» About this exercise: Every record below needs to be set down exactly. Pictures do not belong in the copy.

Dataset entries:
[Start of Attachment]
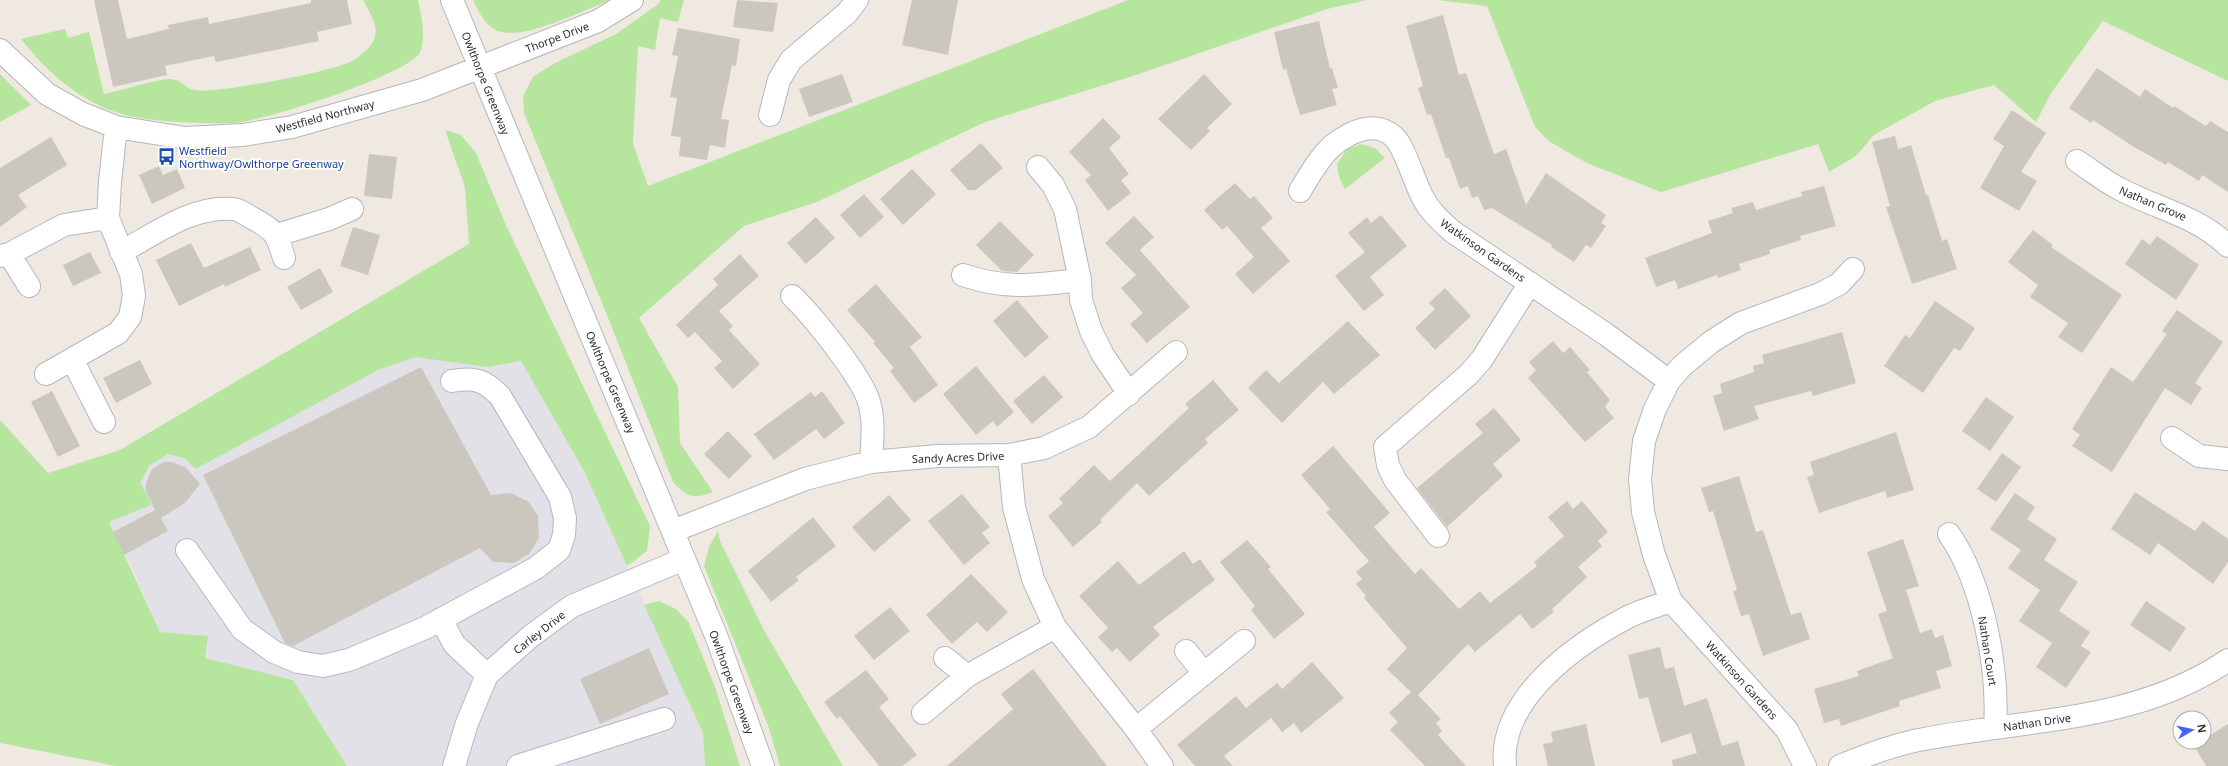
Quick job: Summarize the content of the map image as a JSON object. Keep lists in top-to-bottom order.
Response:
{
  "streets": {
    "street": [
      "Thorpe Drive",
      "Owlthorpe Greenway",
      "Westfield Northway",
      "Nathan Grove",
      "Watkinson Gardens",
      "Sandy Acres Drive",
      "Carley Drive",
      "Nathan Court",
      "Nathan Drive"
    ]
  },
  "crossings": [
    ["Thorpe Drive", "Owlthorpe Greenway"],
    ["Thorpe Drive", "Westfield Northway"],
    ["Owlthorpe Greenway", "Westfield Northway"],
    ["Owlthorpe Greenway", "Sandy Acres Drive"],
    ["Owlthorpe Greenway", "Carley Drive"],
    ["Nathan Court", "Nathan Drive"]
  ],
  "places": {
    "bus stop": ["Westfield Northway/Owlthorpe Greenway"]
  },
  "north": "right"
}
[End of Attachment]
» Exercise result:
Quick job: Summarize the content of the map image as a JSON object. Keep lists in top-to-bottom order.
Response:
{
  "streets": {
    "street": [
      "Thorpe Drive",
      "Owlthorpe Greenway",
      "Westfield Northway",
      "Nathan Grove",
      "Watkinson Gardens",
      "Sandy Acres Drive",
      "Carley Drive",
      "Nathan Court",
      "Nathan Drive"
    ]
  },
  "crossings": [
    ["Thorpe Drive", "Owlthorpe Greenway"],
    ["Thorpe Drive", "Westfield Northway"],
    ["Owlthorpe Greenway", "Westfield Northway"],
    ["Owlthorpe Greenway", "Sandy Acres Drive"],
    ["Owlthorpe Greenway", "Carley Drive"],
    ["Nathan Court", "Nathan Drive"]
  ],
  "places": {
    "bus stop": ["Westfield Northway/Owlthorpe Greenway"]
  },
  "north": "right"
}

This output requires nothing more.